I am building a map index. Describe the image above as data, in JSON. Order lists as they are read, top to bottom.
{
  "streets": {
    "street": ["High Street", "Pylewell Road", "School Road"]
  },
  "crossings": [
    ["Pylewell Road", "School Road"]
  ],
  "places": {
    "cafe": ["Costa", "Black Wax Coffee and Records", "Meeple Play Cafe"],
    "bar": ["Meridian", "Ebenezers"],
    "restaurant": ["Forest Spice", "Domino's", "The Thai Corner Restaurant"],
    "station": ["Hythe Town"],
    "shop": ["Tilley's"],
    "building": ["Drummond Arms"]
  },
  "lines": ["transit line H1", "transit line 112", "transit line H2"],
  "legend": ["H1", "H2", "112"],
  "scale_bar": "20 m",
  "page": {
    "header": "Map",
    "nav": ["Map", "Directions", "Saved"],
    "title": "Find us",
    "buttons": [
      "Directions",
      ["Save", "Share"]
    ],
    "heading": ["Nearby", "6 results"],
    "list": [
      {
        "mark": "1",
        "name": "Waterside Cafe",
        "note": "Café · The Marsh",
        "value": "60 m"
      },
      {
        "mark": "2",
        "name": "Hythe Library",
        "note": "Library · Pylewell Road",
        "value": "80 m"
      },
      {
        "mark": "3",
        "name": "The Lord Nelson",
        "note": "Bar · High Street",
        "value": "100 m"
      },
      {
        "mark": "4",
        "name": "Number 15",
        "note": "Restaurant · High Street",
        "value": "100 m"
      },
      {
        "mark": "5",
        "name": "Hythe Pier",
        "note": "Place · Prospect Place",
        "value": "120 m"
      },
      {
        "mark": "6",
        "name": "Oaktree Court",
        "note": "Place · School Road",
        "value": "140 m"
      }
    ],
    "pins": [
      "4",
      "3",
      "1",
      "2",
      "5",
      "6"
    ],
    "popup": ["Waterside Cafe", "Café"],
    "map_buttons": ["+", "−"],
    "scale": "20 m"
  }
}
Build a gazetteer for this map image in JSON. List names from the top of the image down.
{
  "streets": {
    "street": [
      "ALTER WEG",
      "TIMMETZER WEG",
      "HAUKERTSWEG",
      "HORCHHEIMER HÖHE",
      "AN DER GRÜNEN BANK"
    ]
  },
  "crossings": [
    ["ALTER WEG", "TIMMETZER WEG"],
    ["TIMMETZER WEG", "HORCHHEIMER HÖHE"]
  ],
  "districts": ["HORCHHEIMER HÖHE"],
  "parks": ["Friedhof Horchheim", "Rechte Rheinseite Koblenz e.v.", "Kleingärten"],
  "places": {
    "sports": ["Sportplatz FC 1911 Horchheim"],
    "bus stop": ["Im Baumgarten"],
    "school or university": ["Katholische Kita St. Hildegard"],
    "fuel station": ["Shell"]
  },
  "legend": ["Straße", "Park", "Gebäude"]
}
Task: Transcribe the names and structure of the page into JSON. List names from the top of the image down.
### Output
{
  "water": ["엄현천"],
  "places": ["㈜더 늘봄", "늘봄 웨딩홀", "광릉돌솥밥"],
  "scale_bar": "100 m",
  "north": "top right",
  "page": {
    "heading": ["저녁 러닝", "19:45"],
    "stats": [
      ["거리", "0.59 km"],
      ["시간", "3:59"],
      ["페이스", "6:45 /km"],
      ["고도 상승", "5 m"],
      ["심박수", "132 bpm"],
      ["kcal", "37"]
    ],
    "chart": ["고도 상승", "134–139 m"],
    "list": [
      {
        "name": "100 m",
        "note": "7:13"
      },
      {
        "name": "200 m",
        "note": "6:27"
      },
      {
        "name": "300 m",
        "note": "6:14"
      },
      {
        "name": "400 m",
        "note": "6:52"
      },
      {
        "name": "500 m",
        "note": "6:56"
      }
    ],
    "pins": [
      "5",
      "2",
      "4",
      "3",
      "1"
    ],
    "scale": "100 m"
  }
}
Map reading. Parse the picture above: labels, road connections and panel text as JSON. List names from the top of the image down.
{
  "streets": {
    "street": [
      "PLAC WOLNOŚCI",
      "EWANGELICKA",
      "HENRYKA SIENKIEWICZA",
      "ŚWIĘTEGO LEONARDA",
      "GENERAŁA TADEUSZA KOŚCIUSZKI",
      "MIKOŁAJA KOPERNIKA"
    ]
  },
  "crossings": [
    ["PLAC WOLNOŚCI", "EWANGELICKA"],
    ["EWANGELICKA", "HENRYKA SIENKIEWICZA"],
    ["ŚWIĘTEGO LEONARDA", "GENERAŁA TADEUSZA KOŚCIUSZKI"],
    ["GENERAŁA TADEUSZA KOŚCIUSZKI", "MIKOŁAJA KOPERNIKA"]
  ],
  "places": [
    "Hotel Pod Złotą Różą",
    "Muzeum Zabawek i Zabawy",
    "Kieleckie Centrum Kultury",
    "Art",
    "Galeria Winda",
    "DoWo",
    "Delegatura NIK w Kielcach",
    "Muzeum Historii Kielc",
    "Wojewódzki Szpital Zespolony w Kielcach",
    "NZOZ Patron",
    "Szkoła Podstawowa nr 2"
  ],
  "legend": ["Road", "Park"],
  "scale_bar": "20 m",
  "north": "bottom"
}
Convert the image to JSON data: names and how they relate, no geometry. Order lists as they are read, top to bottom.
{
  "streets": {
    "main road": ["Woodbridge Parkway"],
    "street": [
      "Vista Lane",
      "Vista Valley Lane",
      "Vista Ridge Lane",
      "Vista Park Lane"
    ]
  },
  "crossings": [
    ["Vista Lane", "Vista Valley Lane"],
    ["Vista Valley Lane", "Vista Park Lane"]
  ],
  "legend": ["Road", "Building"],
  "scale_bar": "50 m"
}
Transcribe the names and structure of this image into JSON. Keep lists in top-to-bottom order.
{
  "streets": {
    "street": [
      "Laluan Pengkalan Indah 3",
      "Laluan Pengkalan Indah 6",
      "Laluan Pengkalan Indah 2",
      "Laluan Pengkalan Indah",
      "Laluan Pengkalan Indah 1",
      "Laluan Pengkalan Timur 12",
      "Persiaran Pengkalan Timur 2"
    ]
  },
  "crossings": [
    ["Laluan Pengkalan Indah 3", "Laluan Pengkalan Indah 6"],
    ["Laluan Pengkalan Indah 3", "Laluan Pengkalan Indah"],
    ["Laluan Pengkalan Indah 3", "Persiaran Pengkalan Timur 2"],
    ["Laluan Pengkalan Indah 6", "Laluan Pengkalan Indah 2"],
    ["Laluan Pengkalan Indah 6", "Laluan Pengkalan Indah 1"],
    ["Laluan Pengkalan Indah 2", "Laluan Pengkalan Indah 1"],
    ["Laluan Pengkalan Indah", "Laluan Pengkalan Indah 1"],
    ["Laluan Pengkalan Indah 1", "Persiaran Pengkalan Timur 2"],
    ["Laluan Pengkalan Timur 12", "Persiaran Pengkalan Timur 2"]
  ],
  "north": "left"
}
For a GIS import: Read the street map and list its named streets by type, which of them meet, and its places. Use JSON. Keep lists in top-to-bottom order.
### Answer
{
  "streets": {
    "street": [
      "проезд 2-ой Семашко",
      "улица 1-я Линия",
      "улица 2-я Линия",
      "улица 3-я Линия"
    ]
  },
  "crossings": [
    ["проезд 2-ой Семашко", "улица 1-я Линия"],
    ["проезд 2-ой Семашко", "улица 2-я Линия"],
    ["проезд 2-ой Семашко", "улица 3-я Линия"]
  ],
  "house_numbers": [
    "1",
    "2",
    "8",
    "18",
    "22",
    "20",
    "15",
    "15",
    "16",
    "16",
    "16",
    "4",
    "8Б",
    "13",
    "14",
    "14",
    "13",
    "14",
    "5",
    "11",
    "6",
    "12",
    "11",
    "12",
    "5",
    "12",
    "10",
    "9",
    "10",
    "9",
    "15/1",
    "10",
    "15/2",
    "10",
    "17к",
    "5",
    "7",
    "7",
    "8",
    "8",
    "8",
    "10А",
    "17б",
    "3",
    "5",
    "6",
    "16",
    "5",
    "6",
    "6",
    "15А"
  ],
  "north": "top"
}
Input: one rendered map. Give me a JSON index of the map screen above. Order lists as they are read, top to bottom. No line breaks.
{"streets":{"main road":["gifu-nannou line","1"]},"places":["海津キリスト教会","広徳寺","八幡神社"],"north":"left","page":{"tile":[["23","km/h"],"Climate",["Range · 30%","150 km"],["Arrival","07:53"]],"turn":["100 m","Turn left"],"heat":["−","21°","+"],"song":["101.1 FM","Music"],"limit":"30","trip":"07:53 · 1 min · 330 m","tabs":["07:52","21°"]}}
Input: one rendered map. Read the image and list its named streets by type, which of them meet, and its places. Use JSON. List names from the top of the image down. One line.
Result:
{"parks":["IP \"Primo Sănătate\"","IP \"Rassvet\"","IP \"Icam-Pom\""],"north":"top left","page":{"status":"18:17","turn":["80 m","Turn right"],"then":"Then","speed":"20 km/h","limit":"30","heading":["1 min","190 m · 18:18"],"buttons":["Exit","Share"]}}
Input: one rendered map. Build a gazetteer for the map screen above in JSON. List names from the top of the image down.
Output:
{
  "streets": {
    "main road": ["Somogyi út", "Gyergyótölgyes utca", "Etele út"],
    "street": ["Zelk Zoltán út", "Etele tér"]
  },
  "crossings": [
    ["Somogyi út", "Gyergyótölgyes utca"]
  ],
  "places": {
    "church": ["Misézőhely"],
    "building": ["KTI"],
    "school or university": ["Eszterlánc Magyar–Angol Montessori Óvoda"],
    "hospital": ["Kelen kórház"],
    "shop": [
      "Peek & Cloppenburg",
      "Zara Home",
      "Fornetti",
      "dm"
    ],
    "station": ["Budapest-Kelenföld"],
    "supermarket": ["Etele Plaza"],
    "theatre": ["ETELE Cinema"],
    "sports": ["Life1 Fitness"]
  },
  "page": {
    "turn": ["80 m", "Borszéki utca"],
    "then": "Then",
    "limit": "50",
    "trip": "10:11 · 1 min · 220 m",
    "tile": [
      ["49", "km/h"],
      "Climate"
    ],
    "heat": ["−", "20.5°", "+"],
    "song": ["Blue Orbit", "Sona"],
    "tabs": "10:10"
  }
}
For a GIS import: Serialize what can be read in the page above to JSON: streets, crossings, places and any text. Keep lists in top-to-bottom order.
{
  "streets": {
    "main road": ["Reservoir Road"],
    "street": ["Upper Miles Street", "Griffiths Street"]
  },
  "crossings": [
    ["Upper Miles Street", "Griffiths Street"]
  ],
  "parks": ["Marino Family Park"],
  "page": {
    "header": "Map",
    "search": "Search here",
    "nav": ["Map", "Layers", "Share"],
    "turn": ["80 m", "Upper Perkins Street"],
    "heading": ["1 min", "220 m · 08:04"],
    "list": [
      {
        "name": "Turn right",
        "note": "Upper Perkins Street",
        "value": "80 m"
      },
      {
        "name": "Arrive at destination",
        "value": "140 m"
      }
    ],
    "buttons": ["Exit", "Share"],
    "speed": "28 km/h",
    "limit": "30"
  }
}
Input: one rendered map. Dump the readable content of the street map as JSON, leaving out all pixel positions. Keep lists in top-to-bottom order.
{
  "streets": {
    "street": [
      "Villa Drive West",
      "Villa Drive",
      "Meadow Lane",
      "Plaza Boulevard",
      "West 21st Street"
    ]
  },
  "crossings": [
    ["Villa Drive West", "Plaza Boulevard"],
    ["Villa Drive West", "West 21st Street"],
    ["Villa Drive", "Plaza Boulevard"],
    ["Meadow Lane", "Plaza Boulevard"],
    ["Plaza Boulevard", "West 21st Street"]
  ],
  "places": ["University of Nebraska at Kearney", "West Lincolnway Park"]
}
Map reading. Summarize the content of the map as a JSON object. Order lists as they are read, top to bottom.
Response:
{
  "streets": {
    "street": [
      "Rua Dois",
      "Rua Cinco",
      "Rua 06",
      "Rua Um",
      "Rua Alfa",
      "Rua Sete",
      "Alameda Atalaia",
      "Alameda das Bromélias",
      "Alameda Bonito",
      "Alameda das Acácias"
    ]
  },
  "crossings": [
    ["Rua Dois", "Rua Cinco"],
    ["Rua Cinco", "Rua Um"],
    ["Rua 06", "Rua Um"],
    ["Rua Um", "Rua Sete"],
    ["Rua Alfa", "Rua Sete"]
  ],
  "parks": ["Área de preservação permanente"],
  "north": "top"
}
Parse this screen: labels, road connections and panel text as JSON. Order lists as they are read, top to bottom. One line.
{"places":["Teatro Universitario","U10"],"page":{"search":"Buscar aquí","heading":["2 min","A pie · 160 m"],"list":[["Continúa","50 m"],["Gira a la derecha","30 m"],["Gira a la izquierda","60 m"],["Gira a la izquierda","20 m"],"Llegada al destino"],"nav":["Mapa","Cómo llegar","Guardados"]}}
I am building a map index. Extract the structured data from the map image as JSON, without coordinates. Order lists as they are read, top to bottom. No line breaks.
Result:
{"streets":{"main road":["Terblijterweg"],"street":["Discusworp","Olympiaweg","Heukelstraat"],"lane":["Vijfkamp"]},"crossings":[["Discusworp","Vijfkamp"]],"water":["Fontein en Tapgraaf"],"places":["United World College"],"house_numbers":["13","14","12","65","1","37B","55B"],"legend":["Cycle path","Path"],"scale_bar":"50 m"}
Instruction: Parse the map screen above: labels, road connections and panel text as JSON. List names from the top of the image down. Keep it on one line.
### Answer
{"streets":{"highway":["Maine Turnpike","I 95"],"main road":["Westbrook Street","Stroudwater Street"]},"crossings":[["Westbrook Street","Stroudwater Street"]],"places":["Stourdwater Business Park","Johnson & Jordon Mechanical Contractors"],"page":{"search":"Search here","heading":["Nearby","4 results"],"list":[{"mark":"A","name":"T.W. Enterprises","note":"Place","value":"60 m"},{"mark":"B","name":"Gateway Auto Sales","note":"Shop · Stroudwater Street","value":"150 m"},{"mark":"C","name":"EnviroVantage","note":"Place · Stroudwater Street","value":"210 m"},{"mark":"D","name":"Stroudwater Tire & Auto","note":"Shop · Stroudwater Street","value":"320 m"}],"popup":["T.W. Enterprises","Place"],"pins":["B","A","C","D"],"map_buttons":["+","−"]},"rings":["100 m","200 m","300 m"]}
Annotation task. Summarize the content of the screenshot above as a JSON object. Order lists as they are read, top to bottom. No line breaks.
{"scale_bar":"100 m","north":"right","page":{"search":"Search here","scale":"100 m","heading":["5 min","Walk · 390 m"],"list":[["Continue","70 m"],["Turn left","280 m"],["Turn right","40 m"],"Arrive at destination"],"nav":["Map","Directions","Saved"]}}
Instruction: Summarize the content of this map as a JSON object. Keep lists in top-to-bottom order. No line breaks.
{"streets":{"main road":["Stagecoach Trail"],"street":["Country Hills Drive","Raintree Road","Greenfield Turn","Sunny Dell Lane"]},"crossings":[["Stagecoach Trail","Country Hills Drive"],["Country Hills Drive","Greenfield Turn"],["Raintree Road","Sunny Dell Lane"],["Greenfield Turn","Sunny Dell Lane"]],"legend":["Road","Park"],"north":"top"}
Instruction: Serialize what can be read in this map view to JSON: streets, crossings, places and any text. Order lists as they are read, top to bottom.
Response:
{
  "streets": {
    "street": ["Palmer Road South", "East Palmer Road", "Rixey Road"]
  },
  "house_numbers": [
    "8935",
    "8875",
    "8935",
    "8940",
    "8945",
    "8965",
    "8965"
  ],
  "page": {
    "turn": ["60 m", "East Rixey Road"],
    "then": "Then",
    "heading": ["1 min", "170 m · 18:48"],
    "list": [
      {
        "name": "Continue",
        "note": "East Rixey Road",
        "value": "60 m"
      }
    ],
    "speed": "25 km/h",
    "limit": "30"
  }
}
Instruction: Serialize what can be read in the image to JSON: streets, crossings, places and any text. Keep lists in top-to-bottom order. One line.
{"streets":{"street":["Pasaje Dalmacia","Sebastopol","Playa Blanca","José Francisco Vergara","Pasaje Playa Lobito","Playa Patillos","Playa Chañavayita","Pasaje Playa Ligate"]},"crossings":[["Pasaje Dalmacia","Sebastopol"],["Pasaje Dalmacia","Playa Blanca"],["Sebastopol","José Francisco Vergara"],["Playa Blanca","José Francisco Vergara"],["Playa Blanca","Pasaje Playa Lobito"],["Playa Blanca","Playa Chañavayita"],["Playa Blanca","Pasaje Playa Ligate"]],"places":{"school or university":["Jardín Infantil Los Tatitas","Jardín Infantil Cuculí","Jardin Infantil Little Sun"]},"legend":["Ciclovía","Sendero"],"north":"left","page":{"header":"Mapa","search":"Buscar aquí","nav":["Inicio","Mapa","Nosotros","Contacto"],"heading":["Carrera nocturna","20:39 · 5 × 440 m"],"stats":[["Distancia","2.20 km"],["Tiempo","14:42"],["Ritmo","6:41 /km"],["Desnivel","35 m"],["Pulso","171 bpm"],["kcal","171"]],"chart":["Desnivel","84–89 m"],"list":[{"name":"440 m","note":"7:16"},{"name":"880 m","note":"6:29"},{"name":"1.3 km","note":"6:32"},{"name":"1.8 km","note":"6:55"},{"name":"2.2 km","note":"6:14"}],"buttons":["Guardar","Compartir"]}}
====================
Above are some lines. Repeat exactly, and only, those from the line that has "Annotation task. Summarize" through the line that has "Instruction: Serialize what can be read in this".

Worked solution
Annotation task. Summarize the content of the screenshot above as a JSON object. Order lists as they are read, top to bottom. No line breaks.
{"scale_bar":"100 m","north":"right","page":{"search":"Search here","scale":"100 m","heading":["5 min","Walk · 390 m"],"list":[["Continue","70 m"],["Turn left","280 m"],["Turn right","40 m"],"Arrive at destination"],"nav":["Map","Directions","Saved"]}}
Instruction: Summarize the content of this map as a JSON object. Keep lists in top-to-bottom order. No line breaks.
{"streets":{"main road":["Stagecoach Trail"],"street":["Country Hills Drive","Raintree Road","Greenfield Turn","Sunny Dell Lane"]},"crossings":[["Stagecoach Trail","Country Hills Drive"],["Country Hills Drive","Greenfield Turn"],["Raintree Road","Sunny Dell Lane"],["Greenfield Turn","Sunny Dell Lane"]],"legend":["Road","Park"],"north":"top"}
Instruction: Serialize what can be read in this map view to JSON: streets, crossings, places and any text. Order lists as they are read, top to bottom.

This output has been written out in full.